Dans une tribune publiée par Le Monde, portant sur la tragique actualité américaine et les débats sur le port d’armes une fois de plus relancés, Declerck souligne: «Il est paradoxal que cette monstruosité plus ou moins contrôlée ne puisse s’accomplir qu’en appliquant scrupuleusement une technique de pure rationalité. Quelles que soient la motivation, la mission ou la folie du sniper, ce dernier n’atteindra sa cible avec efficacité qu’en se soumettant aux exigences des pures lois de la chimie, de la physique et de la gravitation.»
«Chaque sniper est une possibilité de catastrophe en marche et sa formation n’a d’autre objectif que de lui apprendre à tuer vite et implacablement. Voilà sa seule mission et il n’attend que l’occasion de l’accomplir.»
Il est également paradoxal de lire ce récit de volonté de puissance, de pulsion de mort et de destruction, de la part d’un homme qui met toute son énergie à préserver la vie des lézards, serpents, araignées, colibris, mouches et autres habitants innocents du désert d’Arizona. Pendant des heures, chaque jour, Declerck s’exerce, se perfectionne, se conditionne à viser la tête, le cœur, le foie, de cibles métalliques à forme humaine. Pourquoi? Cette question reste en suspens, et si l’auteur ne prend pas la peine d’y répondre de manière argumentée, en anthropologue, c’est parce que nous connaissons tous la réponse, au fond. Il s’agit peut-être de canaliser une brutalité réelle, tapie au fond de chaque homme, et qui est au moins ici sincèrement (et non sans auto-dérision) exposée. Il s’agit probablement de faire ce qu’on peut, comme on le peut, pour conjurer la colossale violence qu’il y a à être en vie. Il s’agit enfin, même et surtout si l’on n’y croit pas, de devenir Dieu.
«Tout cela est épouvantable, c’est entendu. Epouvantable! Mais si ce n’était que cela, alors l’épouvante, l’horreur, la culpabilité, la honte et son frère le dégoût auraient depuis longtemps mis un terme à cette assassine folie. (...) Non, quelque chose fait défaut à notre analyse. Et je fais l’expérience de ce dont il s’agit en balayant de ma lunette tous les lieux d’impacts possibles d’une de mes balles sur le visage de Todd… C’est simple: en cet instant précis, je suis Dieu. Dieu, le maître absolu de ce monde qui, d’une simple et secrète tension de l’extrémité de son seul et divin index, peut anéantir un être à jamais et je connais, à présent, cette monstrueuse jouissance de détenir le pouvoir (...) Votre existence même, toute votre supposée liberté fière et chérie n’est plus, à cette seconde, que l’extension de mon éventuelle générosité. Et voilà, le fond du fond, la jouissance absolue et l’ultime secret de cette affaire.»

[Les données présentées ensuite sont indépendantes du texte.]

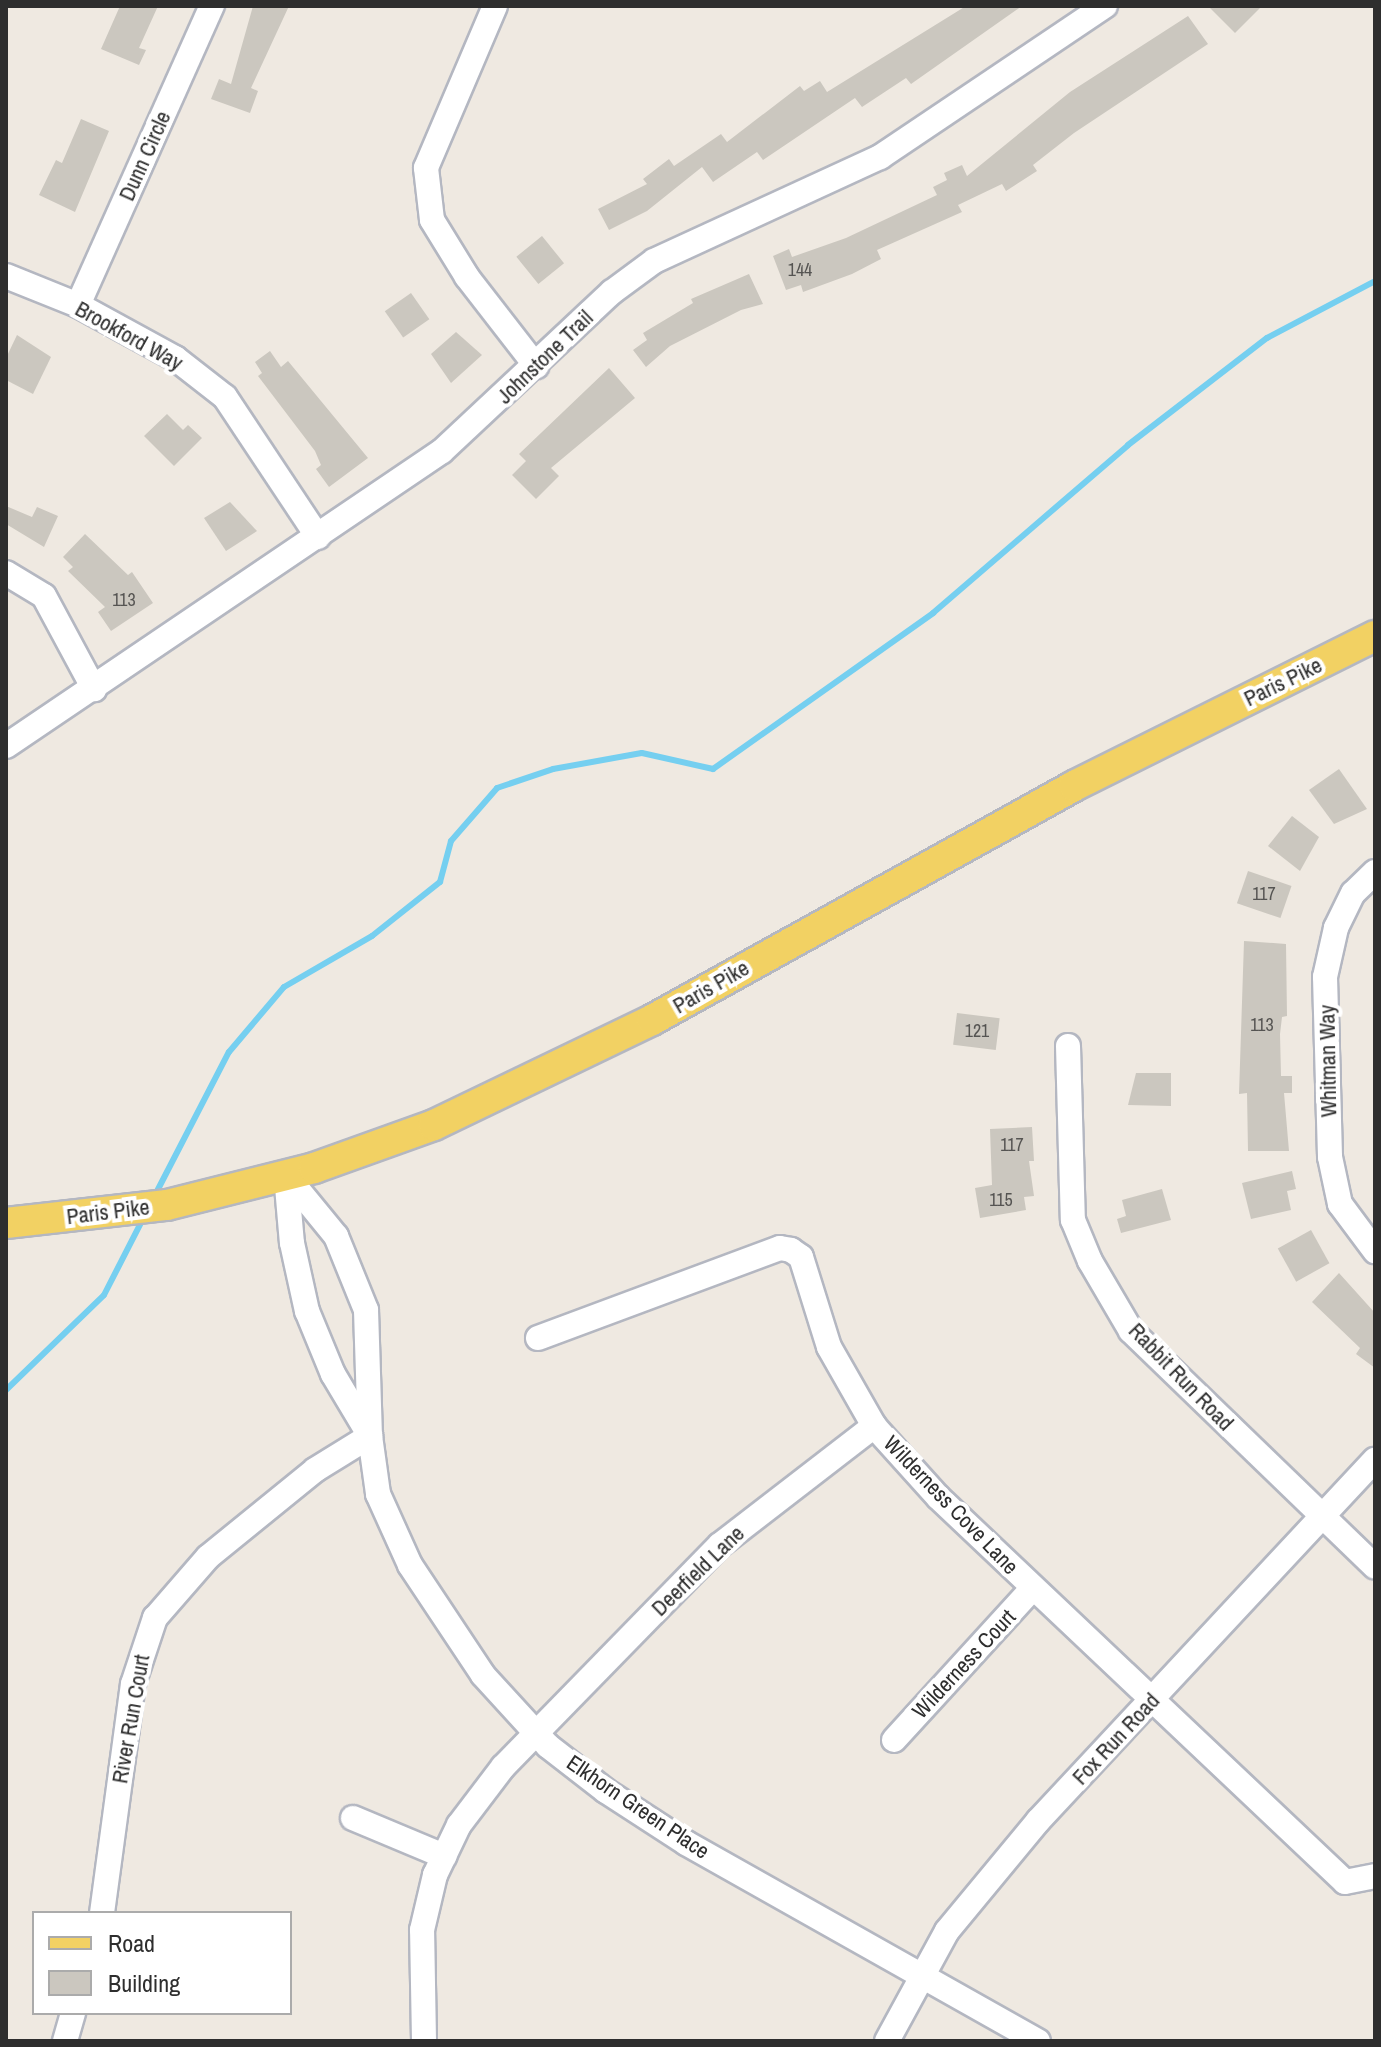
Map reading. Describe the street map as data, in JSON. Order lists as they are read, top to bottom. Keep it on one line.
{"streets":{"main road":["Paris Pike"],"street":["Dunn Circle","Brookford Way","Johnstone Trail","Whitman Way","Rabbit Run Road","Wilderness Cove Lane","Deerfield Lane","Wilderness Court","River Run Court","Fox Run Road","Elkhorn Green Place"]},"crossings":[["Dunn Circle","Brookford Way"],["Brookford Way","Johnstone Trail"],["Paris Pike","Elkhorn Green Place"],["Rabbit Run Road","Fox Run Road"],["Wilderness Cove Lane","Deerfield Lane"],["Wilderness Cove Lane","Wilderness Court"],["Wilderness Cove Lane","Fox Run Road"],["Deerfield Lane","Elkhorn Green Place"],["River Run Court","Elkhorn Green Place"],["Fox Run Road","Elkhorn Green Place"]],"house_numbers":["144","113","117","113","121","117","115"],"legend":["Road","Building"]}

A la fin du stage, Declerck rentre en France, où il pourra se procurer sans difficulté un modèle équivalent à l’arme de guerre avec laquelle il s’est entraîné à tuer durant quinze jours. Ses compagnons de tir, eux, se dispersent à nouveau dans la nature, sur le vaste territoire américain ou vers l’honni Moyen-Orient, tous des catastrophes en puissance et armées jusqu’aux dents, le Deuxième amendement solidement fiché à la ceinture.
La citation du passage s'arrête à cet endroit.